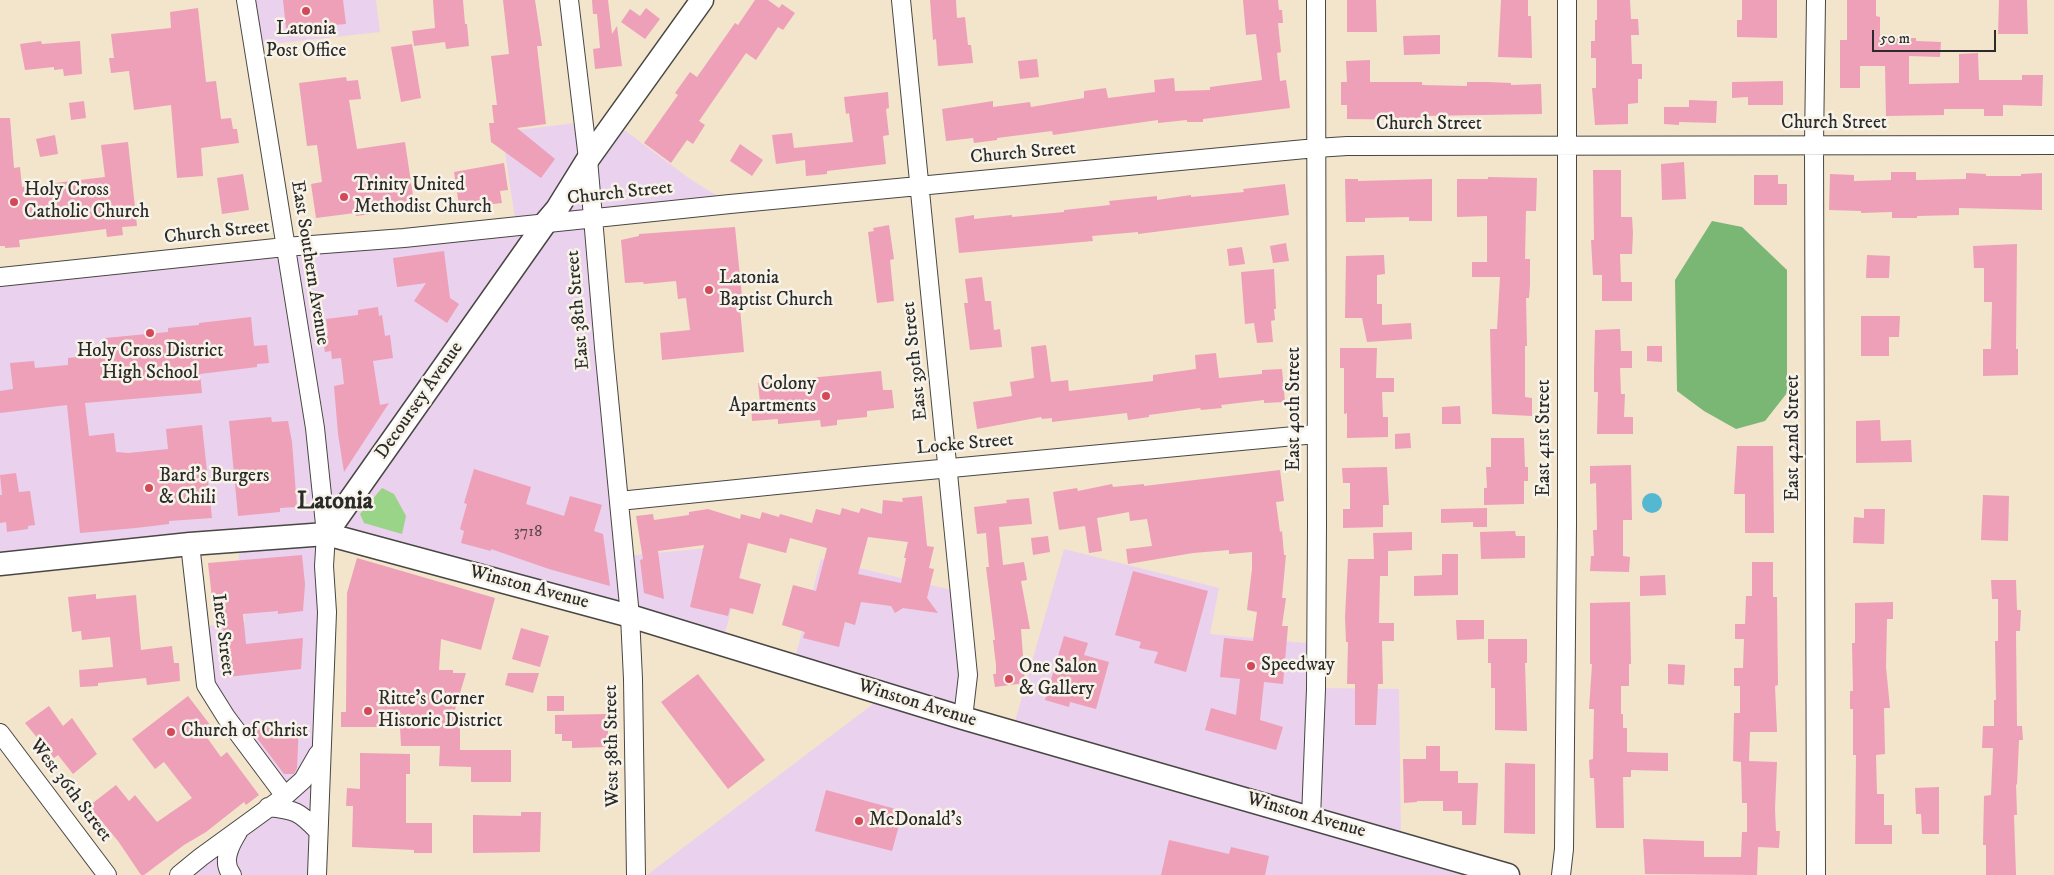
<!DOCTYPE html>
<html>
<head>
<meta charset="utf-8">
<style>
  body { margin:0 }
  #map { position:relative; width:2054px; height:875px; overflow:hidden; background:#f3e4cc; font-family:"IM FELL DW Pica",serif }
  canvas { display:block }
  .scale { position:absolute; left:1872px; top:30px; width:124px; height:22px; box-sizing:border-box; border:2px solid #2b2b2b; border-top:0; padding-left:6px; font-size:15px; line-height:18px; white-space:nowrap; color:#2b2b2b; -webkit-text-stroke:4px #f7f3e8; paint-order:stroke }
</style>
</head>
<body>
<div id="map">
<canvas width="2054" height="875"></canvas>
<div class="scale">50 m</div>
</div>
<script>
const context = document.querySelector('canvas').getContext('2d');
context.lineJoin = 'round';
function fill(path, color) { context.fillStyle = color; context.fill(path, 'evenodd'); }
function stroke(path, color, width, dash) { context.strokeStyle = color; context.lineWidth = width; context.lineCap = dash ? 'butt' : 'round'; context.setLineDash(dash || []); context.stroke(path); }
function drawText(font, color, halo, rows, align = 'center') {
  context.font = font + ' "IM FELL DW Pica",serif'; context.lineWidth = 5; context.setLineDash([]); context.textBaseline = 'middle'; context.strokeStyle = halo; context.fillStyle = color; for (const [text, x, y, turn = 0] of rows) {
    context.save(); context.translate(x, y); context.rotate((+turn || 0) * Math.PI / 180); context.textAlign = isNaN(turn) ? turn : align; if (halo) context.strokeText(text, 0, 0); context.fillText(text, 0, 0); context.restore();
  }
}
fill(new Path2D(`
  M246,0H376L380,32L253,46Z
  M584,122L588,158L615,123L690,179L730,204L592,218L625,556L708,548L706,561L742,570L722,644L326,534L317,875H179L285,796L206,685L199,627L245,622L237,540L0,564V277L516,225L502,132Z
  M1064,549L1219,588L1210,634L1316,644V688L1399,689L1401,844L1508,875H647L885,695L793,666L821,559L960,592L963,718L1012,732Z`), '#ead1ed');
fill(new Path2D(`
  M382,488L394,494L406,516L402,534L364,523L360,514Z`), '#99d488');
fill(new Path2D(`
  M1712,221L1742,227L1787,270V393L1765,421L1736,429L1704,411L1677,391L1675,280Z`), '#7ab674');
fill(new Path2D(`
  M1642 503a10 10 0 1 1 20 0a10 10 0 1 1-20 0Z`), '#55b8d3');
fill(new Path2D(`
  M283,0H343L346,24L334,25L335,32L287,37Z
  M433,0H463L465,24H467L469,46L446,49L445,42L414,46L412,31L435,28Z
  M503,0H535L542,46H537L546,124L517,128L555,159L541,178L491,142L489,123H494L492,105H497L491,56L509,54Z
  M592,0H608L612,34L617,26L622,66L595,69L593,49L600,48L597,14H593Z
  M755,0H768L779,8L782,4L795,13L783,30L778,27L756,60L746,53L699,121L705,125L693,144L687,140L671,163L644,143L678,95L675,93L690,72L697,77L735,23L738,25Z
  M930,0H956L957,18L965,17L968,45H971L973,63L938,66L936,39L933,40Z
  M1243,0H1278L1279,10H1282L1283,23H1278L1281,52L1277,53L1280,81L1286,80L1290,108L1203,119V122H1187V120L1158,123V120L1053,135L1052,131L997,138V140L974,143L973,138L946,141L942,109L993,101V107L1030,102L1031,107L1084,98V91L1106,88L1108,98L1155,92L1154,80L1174,78L1175,91L1210,90V87L1262,80L1256,34L1246,35Z
  M1347,0H1376L1377,32H1347Z
  M1501,0H1528V16H1531L1532,58L1498,57Z
  M1597,0H1630L1631,19H1638L1639,35H1631L1632,64H1642V79H1638V103L1628,104V124L1595,125L1592,88H1596V58H1591V41H1595V20H1597Z
  M1742,0H1777V38L1737,37V20H1742Z
  M1847,0H1876V16L1880,17V38H1916V41L1941,42L1940,57L1909,56V84L1959,83V54L1978,53L1979,80H2022V75H2043L2042,106L2003,105V116H1984V109H1944V115L1886,116L1885,66H1860V88H1840V40H1847Z
  M1999,0H2027L2028,34H1998Z
  M198,8L206,82L216,81L221,119L231,118L233,129H237L239,143L201,148L203,176L177,178L171,105L134,110L129,71L111,73L109,58H114L111,34L171,28L170,12Z
  M646,8L660,19L645,39L621,22L630,9L640,16Z
  M1440,35V54L1404,55L1403,36Z
  M41,41L42,44L80,41L82,74L64,76L63,69L54,70V67L25,70L20,44Z
  M412,44L421,98L401,102L391,47Z
  M1037,59L1039,77L1020,79L1018,61Z
  M1370,60V82H1422V85L1467,86V82H1488L1511,83V85L1541,84L1542,114L1422,116L1421,120L1347,119V105H1341V82H1347L1346,61Z
  M346,77L347,81L358,80L361,99L349,100L357,149L405,142L415,209L356,216L355,213L316,218L311,184L322,182L317,145L307,146L299,83Z
  M1783,81V105H1748V97L1732,98V82Z
  M888,92L889,108L886,109L889,135L883,136L886,164L827,171V174L806,176L805,160L776,164L772,135L792,133L794,148L853,142L849,113L846,114L844,97Z
  M1689,100L1717,101L1716,123L1679,122V125L1664,124V107H1689Z
  M84,101L86,118L71,120L69,103Z
  M0,118H10L14,168L20,167L22,187L105,177L101,145L128,142L137,226L122,227L123,235L107,237L106,229L19,240L20,247L5,248V246H0Z
  M55,135L58,154L40,157L36,139Z
  M740,144L763,160L752,176L730,161Z
  M1684,162L1686,199L1662,200L1661,164Z
  M504,163L508,190L500,191L502,203L484,205V200L459,205L454,172Z
  M1593,170H1621V217H1632L1633,233L1632,254H1620L1621,282H1632V301H1602V275H1593L1591,240H1594Z
  M1891,172H1916V180L1966,179V173L1986,174V176H2021V174L2042,173V210L1959,208V215L1917,216V218H1892V212L1861,213V211L1829,210L1830,174L1854,175V181L1891,180Z
  M243,174L249,210L222,214L217,178Z
  M1754,175H1778V184H1787V205H1754Z
  M1488,177L1537,178L1536,211H1526L1525,259H1530V284L1529,298H1526L1527,346H1525V397L1532,398V416L1492,414L1490,329H1497L1500,277H1472V262H1487V216L1457,217V179H1488Z
  M1345,179H1358V181L1432,179V221H1409V217L1365,218V222H1346Z
  M1285,184L1289,215L1138,234V232L1092,236L1093,241L959,253L955,218L974,215V219L1012,215V217L1064,212V210L1110,205L1109,201L1157,196V200L1191,195V197L1244,192L1243,189Z
  M889,225L894,259L890,260L894,301L877,303L868,232L874,231L873,228Z
  M735,227L742,296L739,297L744,352L662,360L660,333L690,330L686,298L678,299L676,281L644,284L643,282L625,283L621,240L639,236V234Z
  M1286,243L1289,261L1273,263L1270,246Z
  M2017,244L2016,349H2018V375L1983,376V349H1991L1992,302H1984V268H1974L1973,246Z
  M1242,247L1245,264L1229,266L1227,249Z
  M444,251L450,298L459,304L447,323L414,301L426,283L397,287L393,258Z
  M1384,255L1385,274L1377,275V304H1382V325L1411,323L1412,339L1367,342L1362,318H1345L1346,256Z
  M1867,255L1890,256L1889,278H1866Z
  M1274,269L1276,309H1274L1275,320L1271,321L1273,342L1257,343L1254,323L1245,324L1241,272Z
  M982,277L985,301H991L994,330L1000,329L1002,347L970,350L964,303H968L965,279Z
  M378,307L379,316L382,315L385,336L390,335L393,358L373,361L380,405L389,403L344,472L338,434L334,386L344,384L341,358L332,359L331,351L325,352L322,334L328,333L326,319L358,315V310Z
  M1861,316H1900L1899,337H1889V356H1861Z
  M251,317L254,346L267,345L269,363L257,364V367L200,374L202,393L85,403L89,436L114,433L116,452L128,453L168,449L166,429L202,425L212,518L169,521V524L136,528L80,533L67,405L0,413V391L13,389L10,363L34,361L35,368L68,365V358L107,354L105,338L168,332V328L199,325V323Z
  M1620,329L1621,351H1632V368H1620L1621,394H1625L1624,417H1633V434H1597L1598,392H1594V372L1595,330Z
  M1046,345L1051,382L1068,380L1069,391L1153,381V375L1196,369L1195,355L1216,353L1219,378L1262,374V370L1282,369L1285,402L1264,403V400L1221,405L1222,408L1201,410L1200,408L1149,415V417L1128,420L1127,413L1052,422V418L1042,419L1041,417L977,429L973,402L1012,396L1010,382L1034,378L1031,347Z
  M1647,346H1662V362L1647,361Z
  M1340,348H1377L1376,378H1394V392H1382L1383,417H1388V437L1347,438V413L1344,414V368H1340Z
  M881,371L883,390H892L894,408L867,411V417L837,420V425L821,427L820,420L778,424V419L752,421L751,403H760L758,383Z
  M1460,406L1461,424H1442V407Z
  M271,417L272,422L288,421L292,442L297,507L280,508V512L238,516L229,421Z
  M1880,420L1881,441L1911,440L1912,462L1856,463V421Z
  M1410,433L1411,448L1395,449V434Z
  M1491,438H1524L1525,467H1528V481H1524V504L1484,505V488H1487L1486,467H1491Z
  M1737,446H1773L1774,533H1745V494H1734Z
  M1631,465L1632,520H1623V556L1630,557L1629,572L1590,571L1591,556H1594L1593,530H1597L1596,483L1590,484V466Z
  M1387,467L1389,505H1383V527L1343,528V509H1350V483H1343L1342,468Z
  M474,469L531,487L526,504L564,516L570,496L602,505L594,531L603,534L610,586L549,569L491,549V551L461,543L464,531L460,529L467,504L464,503Z
  M1280,470L1284,501L1276,502L1280,532L1282,531L1284,555H1286L1282,598H1286L1282,626H1288L1283,684L1264,682L1260,720L1283,727L1276,750L1205,730L1211,708L1236,715L1240,679L1220,677L1224,638L1253,641L1257,612L1247,610L1252,569V552L1229,554V550L1193,553L1128,564L1126,549L1152,546L1147,519L1130,521L1129,512L1097,518L1102,551L1089,553L1085,526L1059,530L1053,492L1077,488L1078,491L1112,484L1113,487L1144,484V486Z
  M16,473L19,492L30,491L35,525L28,526V529L7,532L6,522L0,523V495H2L0,475Z
  M1983,495L2009,496L2008,541L1981,540Z
  M922,496L927,546L934,547L929,568L934,569L927,598L938,613L903,608L895,613L891,606L861,602L855,625L845,622L839,647L803,638L805,632L782,625L793,585L816,591L827,548L790,538L786,553L748,543L739,578L761,584L753,614L730,608L728,616L690,607L704,545L658,551L664,599L644,593L640,560L643,559L636,516L653,514L654,520L689,515V512L708,509L740,519L741,514L760,519L762,512L779,517L780,514L812,523L816,509L840,515L842,508L859,513L861,508L882,514L883,500L903,502L902,498ZM868,537L908,542L904,558H906L901,583L858,574Z
  M1029,498L1032,524L999,527L1003,565L1024,562L1027,580L1021,581L1030,629H1021L1025,683L995,687L993,674H996V665L993,640H995L986,567H989L986,533L977,534L974,507L1007,503L1006,500Z
  M1487,508V527H1473V522L1441,523V509Z
  M1864,509H1885L1884,544L1853,543L1854,517L1864,518Z
  M1515,531L1516,536H1525V558L1481,559L1480,532Z
  M1412,532V550L1388,551V576H1380L1379,623H1394V641H1382L1383,684H1378L1376,725H1355V684H1347L1348,642H1346L1345,617L1348,559H1374L1373,533Z
  M1048,536L1050,552L1033,555L1031,538Z
  M1442,554H1458V595L1414,596V576L1442,575Z
  M302,555L305,584L303,611L278,614V611L243,614L246,644L303,638L301,669L227,677L222,623L215,624L208,563Z
  M357,558L495,598L481,650L441,639L439,670H453V673H466L454,713H460V750H511V782H471V767L439,766L440,746H401L400,727H341V712H346L347,593Z
  M1752,562H1773V597H1777L1778,685L1775,686L1777,732H1750L1749,761L1777,762L1775,809L1776,831H1780L1779,848L1758,847L1757,875L1645,874L1643,839L1704,841V857H1741L1742,832H1747V803H1742L1741,762L1733,761L1734,713H1740V686H1734V668H1743L1744,639H1735V624H1745L1746,596H1752Z
  M1133,571L1208,591L1186,672L1154,663L1158,652L1139,648L1141,642L1115,635Z
  M1665,575L1666,595L1640,596V576Z
  M1991,580H2016L2017,610H2021L2020,631H2016L2017,726H2022L2023,740H2019L2017,785L2016,784L2017,815H2014L2016,875H1986V845H1983L1984,796L1991,795L1993,748H1982L1983,726H1994V700H1996L1995,641H1998V599H1992Z
  M96,594V599L136,595L141,650L172,646L174,663H179L180,681L147,685L146,678L98,683V686L80,687L79,670L113,667L110,637L82,640L81,631L72,632L68,597Z
  M1630,602L1631,664H1629V686H1621V714H1623V728H1627V752L1668,753V771L1631,770V777H1623L1624,828H1596L1594,778H1590L1589,760L1593,759L1594,709H1589L1592,664H1590V603Z
  M1893,602V619H1887L1886,667L1890,708H1884L1885,754L1876,755L1877,794H1884V825H1892V844H1855L1856,755H1853V709H1850V691H1853L1852,643H1855V603Z
  M1456,620H1484V639L1457,640Z
  M521,628L549,636L540,667L512,659Z
  M1064,636L1088,643L1084,655L1109,662L1096,709L1070,702L1069,707L1045,700Z
  M1488,639H1527V663H1525L1527,731L1495,730V688H1491V663H1488Z
  M1668,664L1685,665L1684,685L1668,684Z
  M508,673H539L533,693L505,685Z
  M698,674L765,760L728,789L661,702Z
  M188,696L211,726L203,732L221,757L227,752L259,795L246,805L244,802L206,832L184,845L144,875H141L118,841L89,806L116,785L129,801L135,795L157,822L192,798L164,762L155,769L132,739Z
  M547,696H564V711H547Z
  M49,706L63,726L72,718L97,754L73,774L58,755L54,758L25,723Z
  M608,714V747L572,748V741H562V734H555V715Z
  M299,725L297,768L294,774H284L251,730L268,726V728Z
  M1426,746H1440V771H1458V783H1478L1476,825H1462V811H1443V801H1417V802L1404,803L1403,759H1426Z
  M360,753L410,754V774H406V823H432V853H414V850L352,847L353,806H346L347,788L360,789Z
  M1505,763L1535,764V834L1504,833Z
  M1939,787V834H1922L1921,814H1916L1915,788Z
  M826,790L903,811L892,851L815,831Z
  M521,812H541L540,852L473,853V815L521,816Z
  M1169,840L1229,854L1231,847L1269,856L1265,875H1161Z`), '#eda0b8');
const minor = new Path2D(`
  M246,0L315,428L326,534L324,566L327,612L317,875
  M569,0L588,159L604,347L630,616L633,679L636,875
  M901,0L968,675L963,718
  M0,277L285,247L404,238L730,204L1316,148L1347,146L2054,145
  M619,501L865,476L1316,434
  M190,544L206,685L226,717L285,796
  M0,733L107,875
  M268,807C295,810 299,811 318,831
  M1311,818L1316,689L1317,524L1316,0
  M179,875L201,857L285,796L303,780L318,754
  M232,875C221,862 230,845 238,832
  M1561,875L1564,849L1567,524V0
  M1816,875L1814,145L1816,0`);
const major = new Path2D(`
  M326,534L546,222L557,209L588,159L702,0
  M0,564L190,544L326,534L630,616L963,718L1508,875`);
stroke(minor, '#494743', 20);
stroke(major, '#494743', 25);
stroke(minor, '#fff', 18);
stroke(major, '#fff', 22);
for (const [x, y, r, color] of [
  [306,11,5,"#d1495b"],
  [344,197,5,"#d1495b"],
  [14,202,5,"#d1495b"],
  [709,290,5,"#d1495b"],
  [150,333,5,"#d1495b"],
  [826,396,5,"#d1495b"],
  [149,488,5,"#d1495b"],
  [1251,666,5,"#d1495b"],
  [1009,679,5,"#d1495b"],
  [368,711,5,"#d1495b"],
  [171,732,5,"#d1495b"],
  [859,821,5,"#d1495b"]
]) { const dot = new Path2D(); dot.arc(x, y, r, 0, 2 * Math.PI); context.fillStyle = color; context.fill(dot); stroke(dot, '#f7f3e8', 2); }
drawText('16px', '#5c484e', null, [
  ["3718",528,533]
]);
drawText('19px', '#2b2b2b', '#f7f3e8', [
  ["Latonia",306,30,"center"],
  ["Post Office",306,52,"center"],
  ["Trinity United",354,186],
  ["Methodist Church",354,208],
  ["Holy Cross",24,191],
  ["Catholic Church",24,213],
  ["Latonia",719,279],
  ["Baptist Church",719,301],
  ["Holy Cross District",150,352,"center"],
  ["High School",150,374,"center"],
  ["Colony",816,385,"right"],
  ["Apartments",816,407,"right"],
  ["Bard's Burgers",159,477],
  ["& Chili",159,499],
  ["Speedway",1261,666],
  ["One Salon",1019,668],
  ["& Gallery",1019,690],
  ["Ritte's Corner",378,700],
  ["Historic District",378,722],
  ["Church of Christ",181,732],
  ["McDonald's",869,821]
], 'left');
drawText('19px', '#2b2b2b', '#f7f3e8', [
  ["Church Street",1834,124],
  ["Church Street",1429,125],
  ["Church Street",1023,154,-5],
  ["Church Street",620,194,-6],
  ["Church Street",217,233,-6],
  ["East Southern Avenue",309,263,81],
  ["East 38th Street",579,310,-95],
  ["East 39th Street",916,361,-96],
  ["Decoursey Avenue",420,401,-55],
  ["East 40th Street",1295,409,-90],
  ["East 41st Street",1545,438,-90],
  ["East 42nd Street",1794,438,-90],
  ["Locke Street",965,445,-5],
  ["Winston Avenue",529,588,15],
  ["Inez Street",222,635,83],
  ["Winston Avenue",917,704,17],
  ["West 38th Street",613,746,-91],
  ["West 36th Street",70,791,53],
  ["Winston Avenue",1306,816,16]
]);
drawText('bold 24px', '#2b2b2b', '#f7f3e8', [
  ["Latonia",335,503]
]);
</script>
</body>
</html>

* * * * * * *

Copy nothing but the lines from the first one in the listing through the line with "function fill(path, color)", and omit the pictures.

**EXERCISE ANSWER:**
<!DOCTYPE html>
<html>
<head>
<meta charset="utf-8">
<style>
  body { margin:0 }
  #map { position:relative; width:2054px; height:875px; overflow:hidden; background:#f3e4cc; font-family:"IM FELL DW Pica",serif }
  canvas { display:block }
  .scale { position:absolute; left:1872px; top:30px; width:124px; height:22px; box-sizing:border-box; border:2px solid #2b2b2b; border-top:0; padding-left:6px; font-size:15px; line-height:18px; white-space:nowrap; color:#2b2b2b; -webkit-text-stroke:4px #f7f3e8; paint-order:stroke }
</style>
</head>
<body>
<div id="map">
<canvas width="2054" height="875"></canvas>
<div class="scale">50 m</div>
</div>
<script>
const context = document.querySelector('canvas').getContext('2d');
context.lineJoin = 'round';
function fill(path, color) { context.fillStyle = color; context.fill(path, 'evenodd'); }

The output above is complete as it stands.